Anomaly Detection-Inspired Few-Shot Medical Image Segmentation Through Self-Supervision With Supervoxels
This work addresses label-efficient segmentation for medical imaging, offering a novel solution to handle heterogeneous backgrounds, though it is incremental in the context of few-shot learning.
The paper tackles the problem of few-shot medical image segmentation by proposing an anomaly detection-inspired approach that avoids explicit background modeling, using a single foreground prototype and a learned threshold for segmentation. It outperforms previous state-of-the-art methods on MRI datasets for abdominal organ and cardiac segmentation, achieving concrete performance gains.

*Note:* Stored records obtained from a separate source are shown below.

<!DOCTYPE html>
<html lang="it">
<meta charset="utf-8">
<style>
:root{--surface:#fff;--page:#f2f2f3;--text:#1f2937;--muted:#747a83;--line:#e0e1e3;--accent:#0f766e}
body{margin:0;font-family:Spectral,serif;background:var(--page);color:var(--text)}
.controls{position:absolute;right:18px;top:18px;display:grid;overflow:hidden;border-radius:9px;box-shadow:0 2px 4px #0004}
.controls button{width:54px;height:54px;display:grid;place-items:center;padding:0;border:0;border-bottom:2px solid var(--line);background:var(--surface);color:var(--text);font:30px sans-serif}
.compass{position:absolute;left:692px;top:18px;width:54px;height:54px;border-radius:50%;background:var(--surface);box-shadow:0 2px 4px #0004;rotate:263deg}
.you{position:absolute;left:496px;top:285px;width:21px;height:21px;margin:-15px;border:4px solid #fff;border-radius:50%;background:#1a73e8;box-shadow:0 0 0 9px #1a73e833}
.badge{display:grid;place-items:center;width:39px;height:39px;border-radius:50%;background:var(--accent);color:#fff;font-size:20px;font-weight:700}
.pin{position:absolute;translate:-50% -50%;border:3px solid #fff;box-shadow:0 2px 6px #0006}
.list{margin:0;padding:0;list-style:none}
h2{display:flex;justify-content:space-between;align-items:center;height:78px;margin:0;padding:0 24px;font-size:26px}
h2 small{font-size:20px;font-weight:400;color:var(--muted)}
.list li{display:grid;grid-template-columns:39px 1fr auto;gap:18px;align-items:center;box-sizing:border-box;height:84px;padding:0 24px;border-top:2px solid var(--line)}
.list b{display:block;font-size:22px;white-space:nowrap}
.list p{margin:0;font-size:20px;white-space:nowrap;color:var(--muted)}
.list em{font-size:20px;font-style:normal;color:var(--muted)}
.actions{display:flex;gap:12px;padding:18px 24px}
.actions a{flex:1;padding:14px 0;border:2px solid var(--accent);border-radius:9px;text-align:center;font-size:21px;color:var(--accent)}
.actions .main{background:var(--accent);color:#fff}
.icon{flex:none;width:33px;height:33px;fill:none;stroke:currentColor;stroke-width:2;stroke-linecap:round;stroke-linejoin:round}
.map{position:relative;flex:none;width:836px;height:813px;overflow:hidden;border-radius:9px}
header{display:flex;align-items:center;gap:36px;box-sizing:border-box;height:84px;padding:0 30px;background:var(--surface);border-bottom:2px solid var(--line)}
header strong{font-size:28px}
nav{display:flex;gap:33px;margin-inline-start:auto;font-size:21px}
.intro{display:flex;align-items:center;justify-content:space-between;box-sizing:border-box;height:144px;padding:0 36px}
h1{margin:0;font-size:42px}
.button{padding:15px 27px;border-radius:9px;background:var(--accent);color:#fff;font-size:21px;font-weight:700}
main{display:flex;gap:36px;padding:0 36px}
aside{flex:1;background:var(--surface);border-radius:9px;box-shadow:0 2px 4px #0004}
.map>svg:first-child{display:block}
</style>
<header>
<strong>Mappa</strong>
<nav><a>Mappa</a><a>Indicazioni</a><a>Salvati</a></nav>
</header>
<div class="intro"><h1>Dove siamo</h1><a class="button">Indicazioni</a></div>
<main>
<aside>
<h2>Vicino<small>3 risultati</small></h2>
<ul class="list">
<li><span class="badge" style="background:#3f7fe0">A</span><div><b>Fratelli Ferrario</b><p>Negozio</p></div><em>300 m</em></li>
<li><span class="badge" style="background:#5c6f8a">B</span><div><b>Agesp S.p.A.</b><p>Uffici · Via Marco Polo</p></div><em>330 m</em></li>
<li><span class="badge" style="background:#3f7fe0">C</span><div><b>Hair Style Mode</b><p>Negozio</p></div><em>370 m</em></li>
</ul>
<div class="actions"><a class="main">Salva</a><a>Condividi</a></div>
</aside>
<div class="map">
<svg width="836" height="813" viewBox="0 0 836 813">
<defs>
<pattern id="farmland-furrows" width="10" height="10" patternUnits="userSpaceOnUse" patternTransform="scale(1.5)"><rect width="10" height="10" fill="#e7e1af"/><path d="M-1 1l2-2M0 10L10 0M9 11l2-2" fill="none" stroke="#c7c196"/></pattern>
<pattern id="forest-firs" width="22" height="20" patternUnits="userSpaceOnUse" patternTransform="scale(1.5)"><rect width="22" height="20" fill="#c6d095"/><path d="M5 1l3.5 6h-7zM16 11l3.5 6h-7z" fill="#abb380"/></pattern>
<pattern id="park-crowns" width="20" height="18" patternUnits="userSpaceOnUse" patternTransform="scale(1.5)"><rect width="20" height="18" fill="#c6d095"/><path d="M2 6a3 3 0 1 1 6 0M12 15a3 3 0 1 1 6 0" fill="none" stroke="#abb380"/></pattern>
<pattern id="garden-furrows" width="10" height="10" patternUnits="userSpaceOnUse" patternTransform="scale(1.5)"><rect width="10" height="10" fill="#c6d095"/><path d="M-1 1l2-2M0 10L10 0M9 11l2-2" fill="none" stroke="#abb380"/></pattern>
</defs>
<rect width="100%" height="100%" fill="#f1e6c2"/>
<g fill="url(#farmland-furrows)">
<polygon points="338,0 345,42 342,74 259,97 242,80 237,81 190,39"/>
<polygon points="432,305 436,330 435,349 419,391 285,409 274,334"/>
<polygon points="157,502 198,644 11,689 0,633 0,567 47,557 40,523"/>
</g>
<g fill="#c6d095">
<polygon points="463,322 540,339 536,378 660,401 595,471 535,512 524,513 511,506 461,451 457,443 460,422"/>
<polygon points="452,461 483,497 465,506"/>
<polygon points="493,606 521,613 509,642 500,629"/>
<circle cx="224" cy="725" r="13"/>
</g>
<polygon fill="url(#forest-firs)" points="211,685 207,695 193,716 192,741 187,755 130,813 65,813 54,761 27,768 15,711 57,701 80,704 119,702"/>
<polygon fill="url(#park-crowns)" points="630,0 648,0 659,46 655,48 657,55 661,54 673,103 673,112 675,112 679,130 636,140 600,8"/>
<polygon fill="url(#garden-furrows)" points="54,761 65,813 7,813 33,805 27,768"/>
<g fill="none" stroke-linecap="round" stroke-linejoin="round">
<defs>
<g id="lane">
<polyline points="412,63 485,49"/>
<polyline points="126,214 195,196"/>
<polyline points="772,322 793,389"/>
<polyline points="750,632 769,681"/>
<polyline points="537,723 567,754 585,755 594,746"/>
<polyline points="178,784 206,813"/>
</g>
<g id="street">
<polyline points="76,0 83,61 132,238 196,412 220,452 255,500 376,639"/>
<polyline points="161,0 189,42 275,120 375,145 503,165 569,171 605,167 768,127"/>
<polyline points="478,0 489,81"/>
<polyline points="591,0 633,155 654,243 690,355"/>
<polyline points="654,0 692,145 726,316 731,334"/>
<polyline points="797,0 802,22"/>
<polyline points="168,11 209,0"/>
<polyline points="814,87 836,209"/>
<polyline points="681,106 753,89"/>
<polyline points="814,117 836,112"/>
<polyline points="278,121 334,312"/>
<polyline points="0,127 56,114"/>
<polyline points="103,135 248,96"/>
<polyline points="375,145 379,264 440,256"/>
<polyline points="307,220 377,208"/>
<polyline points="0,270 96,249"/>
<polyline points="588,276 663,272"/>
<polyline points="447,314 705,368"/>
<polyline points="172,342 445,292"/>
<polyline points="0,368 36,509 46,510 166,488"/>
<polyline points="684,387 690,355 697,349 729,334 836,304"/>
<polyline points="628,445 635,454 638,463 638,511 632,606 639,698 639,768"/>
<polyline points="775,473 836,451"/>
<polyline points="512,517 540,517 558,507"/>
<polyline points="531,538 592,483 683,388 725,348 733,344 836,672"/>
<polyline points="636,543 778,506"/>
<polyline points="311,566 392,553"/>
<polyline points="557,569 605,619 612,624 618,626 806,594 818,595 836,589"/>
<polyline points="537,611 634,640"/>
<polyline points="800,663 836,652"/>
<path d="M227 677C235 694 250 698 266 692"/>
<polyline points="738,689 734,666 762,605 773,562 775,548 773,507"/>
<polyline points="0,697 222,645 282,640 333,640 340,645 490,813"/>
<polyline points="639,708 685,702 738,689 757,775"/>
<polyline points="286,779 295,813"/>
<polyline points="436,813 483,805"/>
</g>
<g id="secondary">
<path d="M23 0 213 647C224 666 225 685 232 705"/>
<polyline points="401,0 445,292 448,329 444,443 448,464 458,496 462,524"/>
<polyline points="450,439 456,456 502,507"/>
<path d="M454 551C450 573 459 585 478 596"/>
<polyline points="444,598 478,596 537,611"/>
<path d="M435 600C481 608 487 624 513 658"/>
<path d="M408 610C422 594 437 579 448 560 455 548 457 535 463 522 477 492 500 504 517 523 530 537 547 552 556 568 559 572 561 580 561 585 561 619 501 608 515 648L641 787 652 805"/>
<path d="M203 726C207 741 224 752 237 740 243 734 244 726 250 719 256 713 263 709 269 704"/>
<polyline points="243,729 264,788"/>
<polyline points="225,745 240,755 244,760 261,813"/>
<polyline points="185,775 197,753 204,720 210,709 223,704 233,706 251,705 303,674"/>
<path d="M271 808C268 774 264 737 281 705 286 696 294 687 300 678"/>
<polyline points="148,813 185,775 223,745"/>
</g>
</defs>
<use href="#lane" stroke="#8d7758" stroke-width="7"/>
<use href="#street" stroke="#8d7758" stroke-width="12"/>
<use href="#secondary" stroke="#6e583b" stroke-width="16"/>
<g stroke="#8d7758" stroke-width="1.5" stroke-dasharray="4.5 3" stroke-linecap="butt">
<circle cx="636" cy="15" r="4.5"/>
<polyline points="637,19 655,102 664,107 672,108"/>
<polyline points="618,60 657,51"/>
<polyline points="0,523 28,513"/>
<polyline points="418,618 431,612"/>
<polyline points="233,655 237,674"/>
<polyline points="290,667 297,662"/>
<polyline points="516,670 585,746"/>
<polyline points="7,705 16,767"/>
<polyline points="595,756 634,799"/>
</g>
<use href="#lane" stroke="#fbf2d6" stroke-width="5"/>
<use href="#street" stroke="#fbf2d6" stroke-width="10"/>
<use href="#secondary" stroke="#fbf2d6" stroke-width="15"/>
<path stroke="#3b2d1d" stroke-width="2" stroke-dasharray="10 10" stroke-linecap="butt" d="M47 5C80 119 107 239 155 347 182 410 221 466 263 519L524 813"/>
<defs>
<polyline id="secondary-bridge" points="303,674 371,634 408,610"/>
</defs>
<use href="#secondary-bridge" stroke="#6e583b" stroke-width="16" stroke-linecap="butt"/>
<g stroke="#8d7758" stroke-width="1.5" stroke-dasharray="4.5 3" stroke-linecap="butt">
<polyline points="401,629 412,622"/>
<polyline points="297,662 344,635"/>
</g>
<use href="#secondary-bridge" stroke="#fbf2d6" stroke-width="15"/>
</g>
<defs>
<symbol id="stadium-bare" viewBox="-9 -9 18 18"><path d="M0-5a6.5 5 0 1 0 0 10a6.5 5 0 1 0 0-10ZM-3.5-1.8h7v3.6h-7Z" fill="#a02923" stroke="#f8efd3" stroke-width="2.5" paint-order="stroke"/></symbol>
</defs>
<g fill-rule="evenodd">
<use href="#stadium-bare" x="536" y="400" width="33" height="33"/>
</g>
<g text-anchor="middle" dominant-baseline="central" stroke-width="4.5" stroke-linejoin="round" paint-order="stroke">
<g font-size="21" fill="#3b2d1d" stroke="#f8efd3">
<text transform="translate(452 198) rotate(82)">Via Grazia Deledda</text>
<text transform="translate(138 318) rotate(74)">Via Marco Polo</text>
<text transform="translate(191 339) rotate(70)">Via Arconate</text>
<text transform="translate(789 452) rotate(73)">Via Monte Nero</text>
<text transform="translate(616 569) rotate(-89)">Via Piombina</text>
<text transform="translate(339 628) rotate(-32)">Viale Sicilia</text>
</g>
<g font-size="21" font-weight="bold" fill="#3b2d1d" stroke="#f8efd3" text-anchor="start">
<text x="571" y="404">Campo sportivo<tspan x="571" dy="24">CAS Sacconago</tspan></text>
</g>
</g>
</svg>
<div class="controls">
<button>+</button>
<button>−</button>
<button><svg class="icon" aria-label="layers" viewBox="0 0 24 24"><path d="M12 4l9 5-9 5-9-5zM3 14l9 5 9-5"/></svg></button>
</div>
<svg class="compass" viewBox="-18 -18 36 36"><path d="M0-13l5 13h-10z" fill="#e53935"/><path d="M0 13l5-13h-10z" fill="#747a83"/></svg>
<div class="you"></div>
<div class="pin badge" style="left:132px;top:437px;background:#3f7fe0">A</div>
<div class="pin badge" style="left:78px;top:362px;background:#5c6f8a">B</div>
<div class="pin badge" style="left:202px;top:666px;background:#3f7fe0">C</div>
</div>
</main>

Recent work has shown that label-efficient few-shot learning through self-supervision can achieve promising medical image segmentation results. However, few-shot segmentation models typically rely on prototype representations of the semantic classes, resulting in a loss of local information that can degrade performance. This is particularly problematic for the typically large and highly heterogeneous background class in medical image segmentation problems. Previous works have attempted to address this issue by learning additional prototypes for each class, but since the prototypes are based on a limited number of slices, we argue that this ad-hoc solution is insufficient to capture the background properties. Motivated by this, and the observation that the foreground class (e.g., one organ) is relatively homogeneous, we propose a novel anomaly detection-inspired approach to few-shot medical image segmentation in which we refrain from modeling the background explicitly. Instead, we rely solely on a single foreground prototype to compute anomaly scores for all query pixels. The segmentation is then performed by thresholding these anomaly scores using a learned threshold. Assisted by a novel self-supervision task that exploits the 3D structure of medical images through supervoxels, our proposed anomaly detection-inspired few-shot medical image segmentation model outperforms previous state-of-the-art approaches on two representative MRI datasets for the tasks of abdominal organ segmentation and cardiac segmentation.